§ THE TASK: Your task is to print all of the data below exactly, with no pictures included.

§ Stored data entries:
---------------
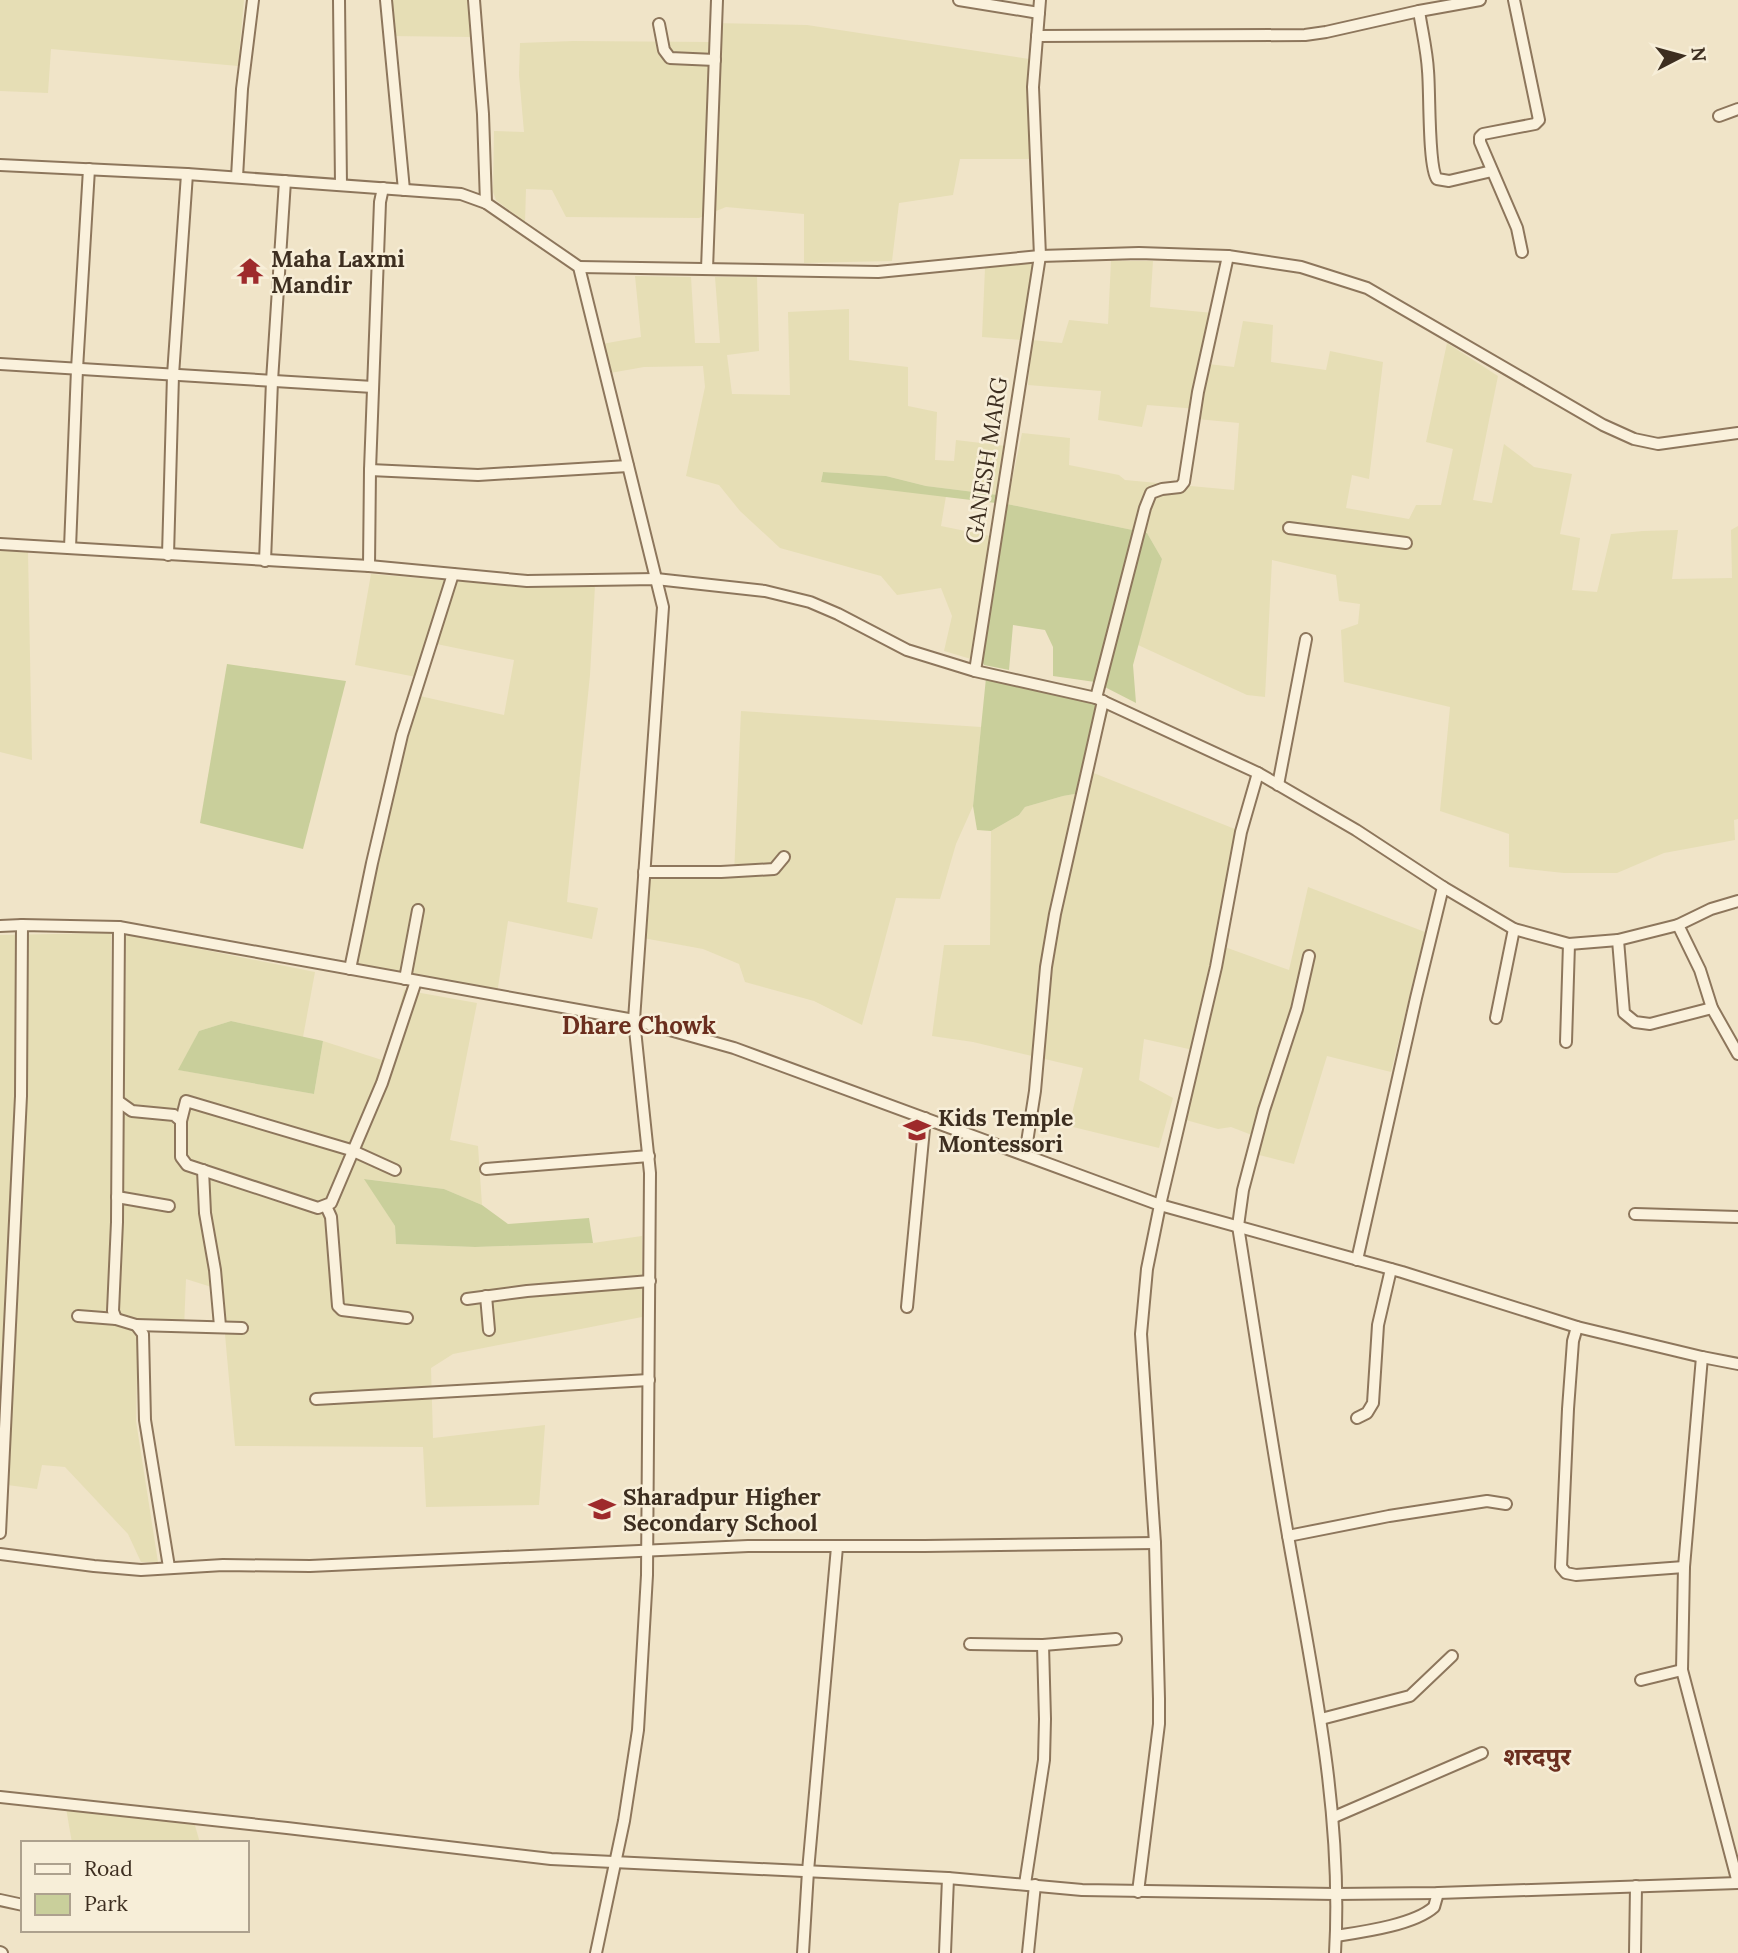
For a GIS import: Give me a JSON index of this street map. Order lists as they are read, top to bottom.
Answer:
{
  "streets": {
    "street": ["GANESH MARG"]
  },
  "districts": ["Dhare Chowk", "शरदपुर"],
  "places": {
    "temple": ["Maha Laxmi Mandir"],
    "school or university": ["Kids Temple Montessori", "Sharadpur Higher Secondary School"]
  },
  "legend": ["Road", "Park"],
  "north": "right"
}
---------------
§ COMPLETED TASK:
For a GIS import: Give me a JSON index of this street map. Order lists as they are read, top to bottom.
Answer:
{
  "streets": {
    "street": ["GANESH MARG"]
  },
  "districts": ["Dhare Chowk", "शरदपुर"],
  "places": {
    "temple": ["Maha Laxmi Mandir"],
    "school or university": ["Kids Temple Montessori", "Sharadpur Higher Secondary School"]
  },
  "legend": ["Road", "Park"],
  "north": "right"
}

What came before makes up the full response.